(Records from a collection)
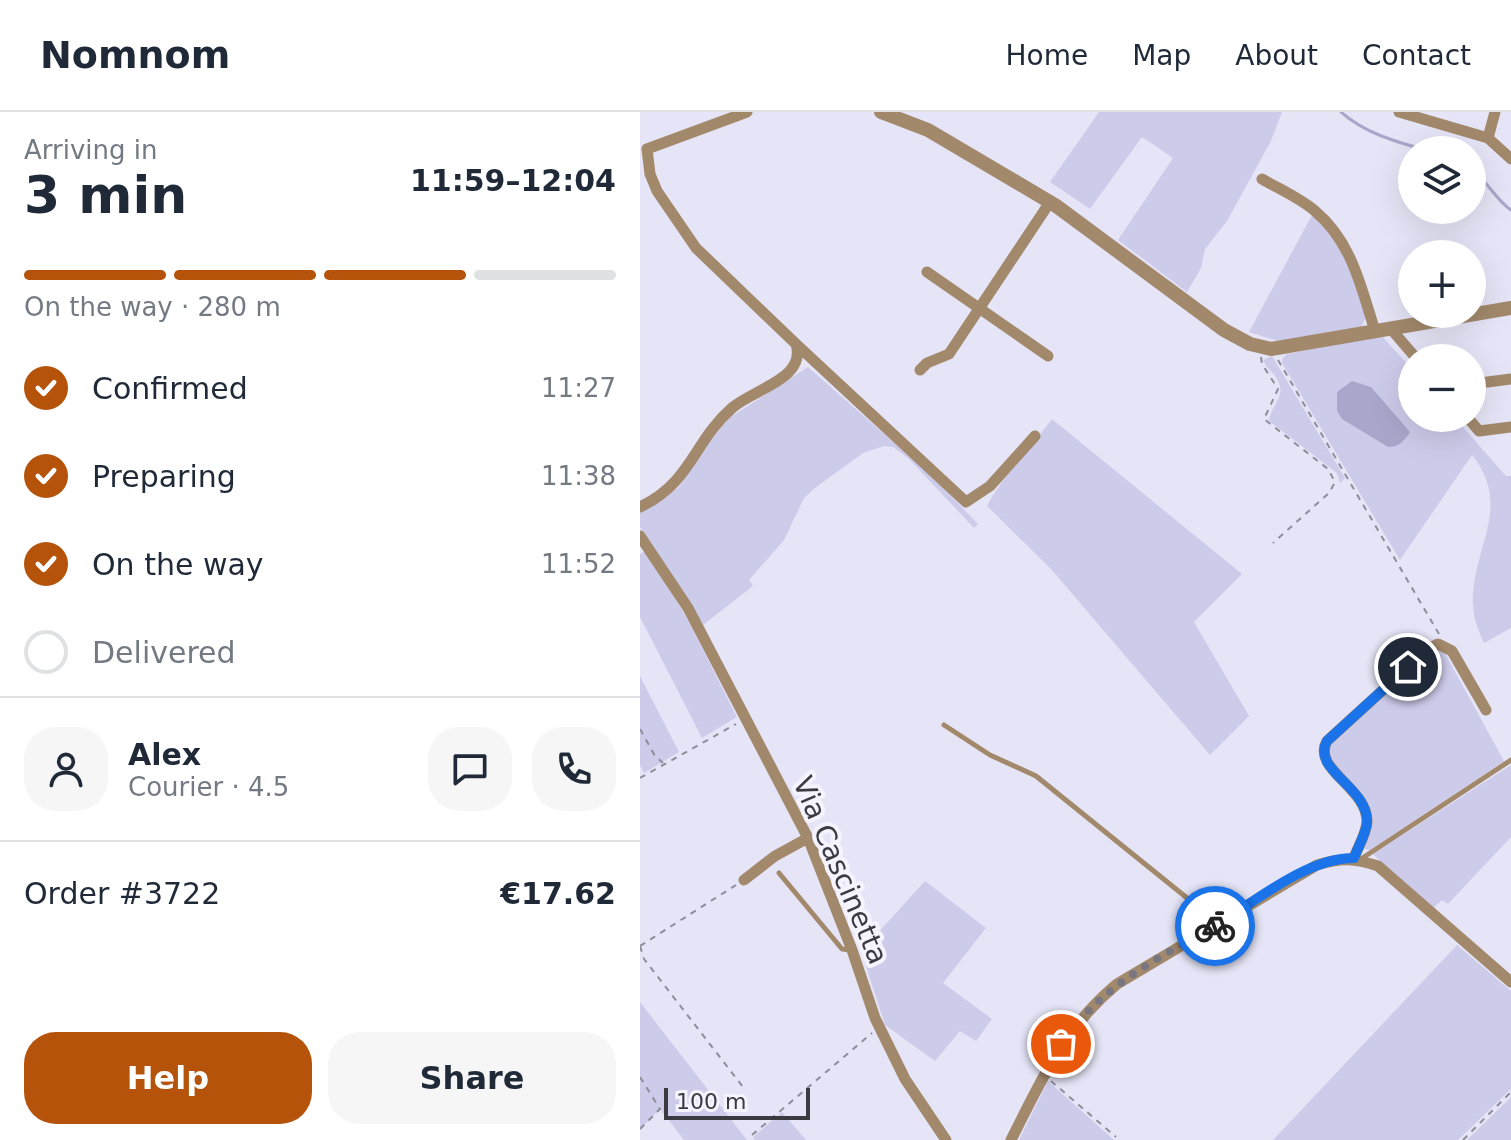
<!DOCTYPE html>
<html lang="en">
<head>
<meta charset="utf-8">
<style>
  :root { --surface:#fff; --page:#f6f6f7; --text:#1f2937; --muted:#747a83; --line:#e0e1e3; --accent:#b45309 }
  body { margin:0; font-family:"DejaVu Sans",sans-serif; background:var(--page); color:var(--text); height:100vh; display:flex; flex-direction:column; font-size:30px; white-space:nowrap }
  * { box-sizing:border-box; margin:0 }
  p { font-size:26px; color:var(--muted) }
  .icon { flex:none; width:44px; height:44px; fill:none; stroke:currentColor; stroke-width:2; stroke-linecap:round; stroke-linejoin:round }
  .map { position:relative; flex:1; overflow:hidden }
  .details { display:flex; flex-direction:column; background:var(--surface); width:640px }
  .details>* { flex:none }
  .fabs { position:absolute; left:758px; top:24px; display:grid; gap:16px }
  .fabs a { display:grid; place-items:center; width:88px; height:88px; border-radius:50%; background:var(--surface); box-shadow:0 8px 32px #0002; font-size:40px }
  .scale { position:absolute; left:24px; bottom:20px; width:146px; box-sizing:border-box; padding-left:8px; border:4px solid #3b3a41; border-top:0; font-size:22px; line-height:28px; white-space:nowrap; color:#3b3a41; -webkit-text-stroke:6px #f4f3fe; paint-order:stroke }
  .pin { position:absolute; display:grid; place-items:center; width:68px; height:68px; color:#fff; margin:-34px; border:4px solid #fff; border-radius:50%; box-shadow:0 2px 8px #0007 }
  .courier { position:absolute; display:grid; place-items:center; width:80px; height:80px; margin:-40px; border:6px solid #1a73e8; border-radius:50%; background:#fff; color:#222; box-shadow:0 2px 10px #0007 }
  .headline em { font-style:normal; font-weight:600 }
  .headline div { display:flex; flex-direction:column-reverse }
  .headline { display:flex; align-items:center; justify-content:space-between; height:136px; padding:0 24px }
  h1 { font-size:52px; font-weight:600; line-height:60px }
  .bar { display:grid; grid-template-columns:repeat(4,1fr); gap:12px 8px; align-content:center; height:96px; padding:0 24px }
  .bar i { height:10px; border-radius:6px; background:var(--line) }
  .bar .active { background:var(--accent) }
  .bar p { grid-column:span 4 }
  .line { display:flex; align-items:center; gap:20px; padding:0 24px; border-top:2px solid var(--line) }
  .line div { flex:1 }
  .round { display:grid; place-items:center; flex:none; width:84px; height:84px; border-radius:32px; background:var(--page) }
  ol { padding:0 24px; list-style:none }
  li { display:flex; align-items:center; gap:24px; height:88px }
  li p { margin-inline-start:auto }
  li .icon { padding:8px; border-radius:50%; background:var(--accent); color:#fff; stroke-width:4 }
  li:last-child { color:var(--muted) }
  li i { width:44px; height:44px; border:4px solid var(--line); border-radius:50% }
  .action { display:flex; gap:16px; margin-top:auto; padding:16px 24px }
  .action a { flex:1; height:92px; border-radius:32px; background:var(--accent); color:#fff; font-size:32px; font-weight:600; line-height:92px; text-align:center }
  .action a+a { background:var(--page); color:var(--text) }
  header { display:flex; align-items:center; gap:48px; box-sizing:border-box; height:112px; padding:0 40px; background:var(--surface); border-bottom:2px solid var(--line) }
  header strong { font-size:38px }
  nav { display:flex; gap:44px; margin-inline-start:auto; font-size:28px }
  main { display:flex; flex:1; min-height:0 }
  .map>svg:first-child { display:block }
</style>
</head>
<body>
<header>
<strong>Nomnom</strong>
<nav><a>Home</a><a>Map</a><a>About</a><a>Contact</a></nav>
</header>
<main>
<section class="details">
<div class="headline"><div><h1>3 min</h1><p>Arriving in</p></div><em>11:59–12:04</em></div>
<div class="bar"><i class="active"></i><i class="active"></i><i class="active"></i><i></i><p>On the way · 280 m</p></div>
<ol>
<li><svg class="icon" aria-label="check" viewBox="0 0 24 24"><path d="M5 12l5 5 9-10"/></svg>Confirmed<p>11:27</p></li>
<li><svg class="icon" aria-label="check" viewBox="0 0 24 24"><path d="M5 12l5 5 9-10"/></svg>Preparing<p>11:38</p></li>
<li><svg class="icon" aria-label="check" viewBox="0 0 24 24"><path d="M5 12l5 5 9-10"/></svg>On the way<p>11:52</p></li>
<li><i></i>Delivered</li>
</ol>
<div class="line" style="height:144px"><a class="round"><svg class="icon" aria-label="person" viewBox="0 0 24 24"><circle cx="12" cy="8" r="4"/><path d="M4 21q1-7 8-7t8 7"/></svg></a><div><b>Alex</b><p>Courier · 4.5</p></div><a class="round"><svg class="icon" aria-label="chat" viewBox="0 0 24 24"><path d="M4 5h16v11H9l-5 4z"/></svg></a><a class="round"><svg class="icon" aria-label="phone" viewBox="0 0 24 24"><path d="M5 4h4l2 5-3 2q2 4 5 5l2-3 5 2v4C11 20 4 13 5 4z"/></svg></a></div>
<div class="line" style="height:104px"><div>Order #3722</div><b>€17.62</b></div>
<div class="action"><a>Help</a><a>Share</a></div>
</section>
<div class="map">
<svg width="871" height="1028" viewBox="0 0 871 1028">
  <rect width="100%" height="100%" fill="#e6e5f7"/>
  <!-- green -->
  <path fill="#cdcbea" d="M459 0H642L631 29 587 109 565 137 561 156 547 180 478 128 533 46 502 25 450 97 410 70Z
    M672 103 700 130 727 203 721 215 638 229 609 220Z
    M741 223 772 257V306H815L866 364H871V516L844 531C836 515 832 500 833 482 837 428 871 393 832 343L760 448 642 251V247L647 242Z
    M632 244 705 366 700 371 697 361 629 309C630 296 645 285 639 271 636 262 627 257 623 248Z
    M168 255 292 364 338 412 334 416 269 347 253 335 244 334 223 341 175 376 164 386 144 428 109 468 113 474 63 513 0 415V400L39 375 69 330 89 306Z
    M412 307 602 462 554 510 609 604 570 643 411 457 347 394C362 365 392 334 412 307Z
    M7 438 50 512 97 605 62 626 0 505V442Z
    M802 536 864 649 730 738 721 736 731 711 689 650 686 636 787 541Z
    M0 564 39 640 4 661 0 653Z
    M871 653V725L808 792 802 788 791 798 733 742Z
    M285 769 346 816 303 871 352 907 336 929 320 919 295 949 245 913 224 848 235 824Z
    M817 833 871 879V977L818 1028H633Z
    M0 890 107 1028H44L20 997 0 1017Z
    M408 969 474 1028H379Z
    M871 985V1028H827Z
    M142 1000 166 1028H115L113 1025Z"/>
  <!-- water -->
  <path fill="#a9a6cb" d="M712 269 731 275 770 320C764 329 759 335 748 335L702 307 697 299V280Z"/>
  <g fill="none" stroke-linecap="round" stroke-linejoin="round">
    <!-- stream -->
    <path stroke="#a9a6cb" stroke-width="3" d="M701 0C725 21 754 29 785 38
      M832 59C848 69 855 87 871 98"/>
    <!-- path -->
    <path stroke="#8e8d9a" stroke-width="2" stroke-dasharray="6 6" stroke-linecap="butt" d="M621 245 622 252 638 277 624 307 688 357 695 370 689 381 633 431
      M638 248 799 522
      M0 617 15 644 23 651
      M0 666 96 612
      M0 834 4 847 103 975
      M0 834 96 773
      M0 965 20 997 0 1017
      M411 969 476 1025
      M112 1023 232 921
      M823 1028 871 980"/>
    <!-- service -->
    <path stroke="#a2896c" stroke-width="5" d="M304 613 350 643 396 664 578 811
      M721 747 871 648
      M139 761 202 837 211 838"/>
    <!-- minor -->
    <path stroke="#a2896c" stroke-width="11" d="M759 0 848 26 871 47
      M848 26 855 0
      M622 67C639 77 660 86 675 99 712 130 721 175 735 219
      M287 160 408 244
      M751 217 776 246
      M156 232 326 390 350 374 395 324
      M280 258 287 251 309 242 410 90
      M832 272 871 267
      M828 306 839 319 871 315
      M0 395C52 370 53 330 92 296 113 277 167 267 156 232L56 136 17 79 10 62 7 37 107 0
      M0 424 48 496 168 726 212 838 235 906 265 967 306 1028
      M714 746C718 735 726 722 727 710 728 676 671 657 687 629L788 537 798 532 812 539 846 598
      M104 768 135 744 168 726
      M371 1028C402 967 423 917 477 872L677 753C701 746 714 746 738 754L871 870"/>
    <!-- tertiary -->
    <path stroke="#a2896c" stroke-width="14" d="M241 0 288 18 415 93 584 218 610 232 631 237 871 196"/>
  </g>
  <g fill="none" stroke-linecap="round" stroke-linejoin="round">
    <!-- done -->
    <path stroke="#777681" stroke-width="8" stroke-dasharray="0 14.4" d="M421 932C464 872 512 850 575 814"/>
    <!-- route -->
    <path stroke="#1a73e8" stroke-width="10" d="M575 814C615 790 666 746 714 746 718 735 726 722 727 710 728 675 671 658 687 629L768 555"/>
  </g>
  <g text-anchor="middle" stroke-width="8" stroke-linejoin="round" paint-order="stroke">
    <!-- street labels -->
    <g font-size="28" fill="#3b3a41" stroke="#f4f3fe">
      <text transform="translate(201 758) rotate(67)" y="10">Via Cascinetta</text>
    </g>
  </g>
</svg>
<div class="fabs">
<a><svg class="icon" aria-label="layers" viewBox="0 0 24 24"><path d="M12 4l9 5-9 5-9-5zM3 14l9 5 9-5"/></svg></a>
<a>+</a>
<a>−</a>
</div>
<div class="scale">100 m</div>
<div class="pin" style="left:421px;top:932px;background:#ea580c"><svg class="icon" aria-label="bag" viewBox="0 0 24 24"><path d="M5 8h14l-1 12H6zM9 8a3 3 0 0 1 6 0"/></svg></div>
<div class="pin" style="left:768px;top:555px;background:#1f2937"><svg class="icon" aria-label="home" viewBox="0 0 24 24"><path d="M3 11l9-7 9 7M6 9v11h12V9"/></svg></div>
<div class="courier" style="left:575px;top:814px"><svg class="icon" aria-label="bike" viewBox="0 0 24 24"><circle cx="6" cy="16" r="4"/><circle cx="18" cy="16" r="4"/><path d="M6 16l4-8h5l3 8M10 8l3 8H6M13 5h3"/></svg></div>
</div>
</main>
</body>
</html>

Work required - Begin at the first line of the data above and repeat each line exactly, stopping after the line containing "display:grid; place-items:center; width:68px;". Omit the pictures.

Answer section -
<!DOCTYPE html>
<html lang="en">
<head>
<meta charset="utf-8">
<style>
  :root { --surface:#fff; --page:#f6f6f7; --text:#1f2937; --muted:#747a83; --line:#e0e1e3; --accent:#b45309 }
  body { margin:0; font-family:"DejaVu Sans",sans-serif; background:var(--page); color:var(--text); height:100vh; display:flex; flex-direction:column; font-size:30px; white-space:nowrap }
  * { box-sizing:border-box; margin:0 }
  p { font-size:26px; color:var(--muted) }
  .icon { flex:none; width:44px; height:44px; fill:none; stroke:currentColor; stroke-width:2; stroke-linecap:round; stroke-linejoin:round }
  .map { position:relative; flex:1; overflow:hidden }
  .details { display:flex; flex-direction:column; background:var(--surface); width:640px }
  .details>* { flex:none }
  .fabs { position:absolute; left:758px; top:24px; display:grid; gap:16px }
  .fabs a { display:grid; place-items:center; width:88px; height:88px; border-radius:50%; background:var(--surface); box-shadow:0 8px 32px #0002; font-size:40px }
  .scale { position:absolute; left:24px; bottom:20px; width:146px; box-sizing:border-box; padding-left:8px; border:4px solid #3b3a41; border-top:0; font-size:22px; line-height:28px; white-space:nowrap; color:#3b3a41; -webkit-text-stroke:6px #f4f3fe; paint-order:stroke }
  .pin { position:absolute; display:grid; place-items:center; width:68px; height:68px; color:#fff; margin:-34px; border:4px solid #fff; border-radius:50%; box-shadow:0 2px 8px #0007 }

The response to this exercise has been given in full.